> TASK INSTRUCTIONS
Please report the number of lines in the entries below that contain "strokeStyle", with nothing added.

Stored data:
BEGIN
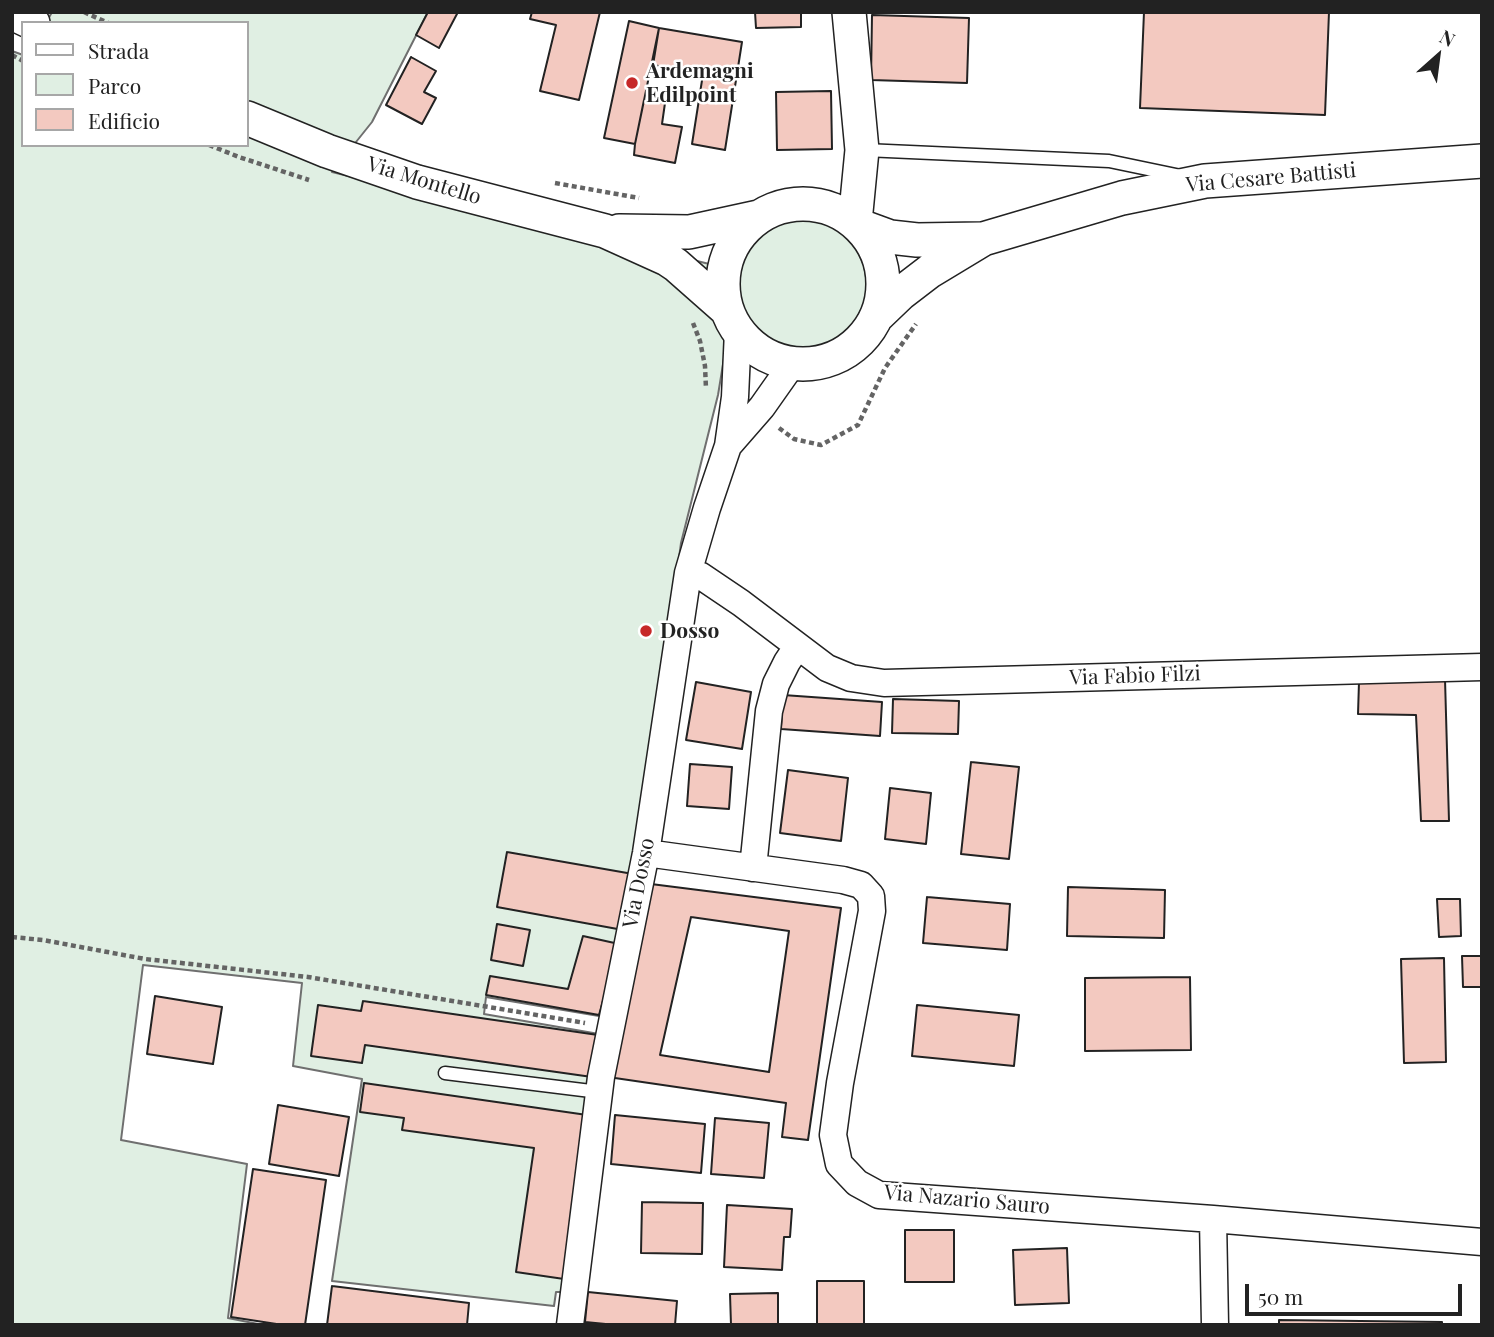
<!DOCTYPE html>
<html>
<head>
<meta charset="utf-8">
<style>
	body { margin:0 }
	#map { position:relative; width:1494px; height:1337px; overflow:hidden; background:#fff; font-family:"Playfair Display",serif }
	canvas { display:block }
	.frame { position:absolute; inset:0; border:14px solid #222; pointer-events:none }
	.legend { position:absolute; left:21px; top:21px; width:228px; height:126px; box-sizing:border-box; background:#fff; border:2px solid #a7a7a7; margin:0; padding:9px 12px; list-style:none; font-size:21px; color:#222 }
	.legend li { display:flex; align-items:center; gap:14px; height:35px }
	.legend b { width:35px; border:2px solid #a7a7a7 }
	.north { position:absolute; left:1403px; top:21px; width:70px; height:70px; -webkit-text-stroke:5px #fff; paint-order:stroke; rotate:28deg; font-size:19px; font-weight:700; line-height:28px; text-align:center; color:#222 }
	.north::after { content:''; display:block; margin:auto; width:24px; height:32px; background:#222; clip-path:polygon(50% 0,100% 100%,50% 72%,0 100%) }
	.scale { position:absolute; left:1245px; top:1284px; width:217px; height:32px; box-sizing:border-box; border:4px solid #222; border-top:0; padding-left:9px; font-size:21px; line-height:24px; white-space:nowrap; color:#222; -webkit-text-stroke:5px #fff; paint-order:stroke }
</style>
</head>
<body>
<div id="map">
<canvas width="1494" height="1337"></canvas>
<div class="frame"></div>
<ul class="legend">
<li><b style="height:9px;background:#fff"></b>Strada</li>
<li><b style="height:19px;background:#e0efe3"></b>Parco</li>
<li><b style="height:19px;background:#f3c9c0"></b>Edificio</li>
</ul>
<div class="north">N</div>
<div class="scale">50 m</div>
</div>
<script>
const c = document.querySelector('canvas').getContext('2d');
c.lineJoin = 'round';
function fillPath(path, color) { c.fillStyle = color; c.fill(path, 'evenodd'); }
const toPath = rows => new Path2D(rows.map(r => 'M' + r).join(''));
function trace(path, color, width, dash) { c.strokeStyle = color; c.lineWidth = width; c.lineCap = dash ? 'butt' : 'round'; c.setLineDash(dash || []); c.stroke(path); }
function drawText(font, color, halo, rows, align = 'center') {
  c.font = font + ' "Playfair Display",serif'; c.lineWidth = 5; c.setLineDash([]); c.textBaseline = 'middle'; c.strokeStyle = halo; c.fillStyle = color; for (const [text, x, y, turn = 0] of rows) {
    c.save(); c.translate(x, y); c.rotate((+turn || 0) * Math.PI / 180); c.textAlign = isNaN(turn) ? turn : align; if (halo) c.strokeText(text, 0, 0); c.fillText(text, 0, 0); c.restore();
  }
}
const green = toPath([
	[52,12,428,12,372,122,332,172,738,271,747,249,759,235,774,225,792,220,810,219,828,224,844,234,856,248,864,265,867,283,865,302,857,318,846,332,830,343,813,348,794,348,776,343,760,333,748,320,740,303,736,285,718,395,681,543,645,812,624,931,599,1016,486,997,484,1014,599,1034,565,1292,556,1292,554,1306,332,1281,362,1079,293,1066,302,983,143,965,121,1140,247,1164,228,1318,263,1325,12,1325,12,51,23,55,23,145,247,145,247,23,46,23,52,12]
]);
const building = toPath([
	[428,12,458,12,439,48,416,35,428,12],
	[532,12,600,12,579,100,540,91,556,25,530,19,532,12],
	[755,12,801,12,801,27,756,28,755,12],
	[1144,12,1329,12,1325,115,1140,108,1144,12],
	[872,15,969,18,967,83,871,80,872,15],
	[629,21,659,28,635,144,604,138,629,21],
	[659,28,742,42,725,150,692,144,703,74,653,65,659,28],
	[411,57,436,71,424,92,436,98,422,124,386,105,411,57],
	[831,91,832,149,777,150,776,92,831,91],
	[644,100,665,103,662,124,682,127,675,163,634,155,635,144,644,100],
	[1445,679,1449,821,1421,821,1416,715,1358,714,1359,682,1445,679],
	[696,682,751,692,742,749,686,740,696,682],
	[783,695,882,702,880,736,781,729,783,695],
	[893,699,959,701,958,734,892,733,893,699],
	[971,762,1019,767,1009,859,961,854,971,762],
	[690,764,732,767,729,809,687,806,690,764],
	[788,770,848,778,841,841,780,833,788,770],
	[890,788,931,793,926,844,885,839,890,788],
	[507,852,633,874,623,930,497,907,507,852],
	[651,884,841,908,808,1140,782,1137,786,1103,608,1077,651,884],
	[691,917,789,931,769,1072,660,1055,691,917],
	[1068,887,1165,890,1164,938,1067,936,1068,887],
	[927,897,1010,904,1007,950,923,943,927,897],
	[1437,899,1460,899,1461,936,1439,937,1437,899],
	[497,924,530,930,523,966,491,960,497,924],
	[583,936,619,944,599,1015,486,995,490,976,568,989,583,936],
	[1462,956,1482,956,1482,987,1463,987,1462,956],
	[1444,958,1446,1062,1404,1063,1401,959,1444,958],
	[1190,977,1191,1050,1085,1051,1085,978,1190,977],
	[155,996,222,1007,213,1064,147,1054,155,996],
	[363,1001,598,1035,592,1077,365,1045,362,1063,311,1056,318,1005,361,1011,363,1001],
	[917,1005,1019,1015,1014,1066,912,1056,917,1005],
	[364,1083,587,1115,564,1279,516,1272,534,1148,402,1130,404,1118,360,1112,364,1083],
	[278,1105,349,1117,339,1176,269,1164,278,1105],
	[615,1115,705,1124,701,1173,611,1164,615,1115],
	[715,1118,769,1123,764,1178,711,1174,715,1118],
	[253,1169,326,1180,305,1325,283,1325,231,1317,253,1169],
	[642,1202,703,1203,702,1254,641,1253,642,1202],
	[727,1205,792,1209,790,1237,784,1237,782,1270,724,1267,727,1205],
	[905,1230,954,1230,954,1282,905,1282,905,1230],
	[1067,1248,1069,1303,1015,1305,1013,1250,1067,1248],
	[817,1281,864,1281,864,1325,817,1325,817,1281],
	[332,1286,469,1303,467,1325,327,1325,332,1286],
	[588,1292,677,1301,675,1325,616,1325,585,1322,588,1292],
	[778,1293,778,1325,731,1325,730,1294,778,1293],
	[1279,1320,1442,1322,1442,1325,1279,1325,1279,1320]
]);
const path = toPath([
	[84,12,108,23],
	[12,55,23,61],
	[209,145,239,157,309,180],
	[555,183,639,198],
	[693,323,700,341,705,366,706,389],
	[779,428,794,439,821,445,858,425,885,368,916,324],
	[12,937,43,940,145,959,308,977,585,1023]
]);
const service = toPath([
	[865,150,1109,161,1181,176],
	[445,1073,599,1092]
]);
const minor = toPath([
	[728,446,762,407,793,363],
	[688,573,701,576,741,603,827,668,851,678,884,683,1482,667],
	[646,853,843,880,861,885,871,896,872,911,840,1083,833,1135,839,1164,857,1183,879,1195,1213,1219,1482,1242],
	[753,868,769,711,776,684,787,662,797,647],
	[1213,1219,1215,1325],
	[570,1325,601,1077,646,853,688,573,707,508,728,446,735,397,738,331]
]);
const tertiary = toPath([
	[849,12,862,150,855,222],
	[12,13,33,23],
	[247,118,327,151,417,182,605,231,667,259,676,265,727,310],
	'723 284a80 80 0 1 1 160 0a80 80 0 1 1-160 0Z',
	[860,226,890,237,917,240,981,239],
	[619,231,689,232,758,217],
	[877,316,900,294,930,271,983,239,1122,198,1205,181,1482,161]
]);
const markers = [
	[632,83,7,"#c62828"],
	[646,631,7,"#c62828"]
];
const poiNames = [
	["Ardemagni",646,71],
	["Edilpoint",646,95],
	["Dosso",660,631]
];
const streetNames = [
	["Via Cesare Battisti",1271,178,-5],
	["Via Montello",424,181,17],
	["Via Fabio Filzi",1135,676,-2],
	["Via Dosso",639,883,-79],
	["Via Nazario Sauro",967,1200,5]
];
fillPath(green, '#e0efe3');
trace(green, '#6f6f6f', 2);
fillPath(building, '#f3c9c0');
trace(building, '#222', 2);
trace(service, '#222', 15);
trace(minor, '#222', 29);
trace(tertiary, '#222', 36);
trace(path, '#646464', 4.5, [5, 3.5]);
trace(service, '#fff', 12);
trace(minor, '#fff', 26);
trace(tertiary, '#fff', 33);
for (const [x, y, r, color] of markers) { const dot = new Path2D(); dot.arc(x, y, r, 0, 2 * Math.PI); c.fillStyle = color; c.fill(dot); trace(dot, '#fff', 2.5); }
drawText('bold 21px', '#222', '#fff', poiNames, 'left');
drawText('21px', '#222', '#fff', streetNames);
</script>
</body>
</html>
END
> EXERCISE SOLUTION
2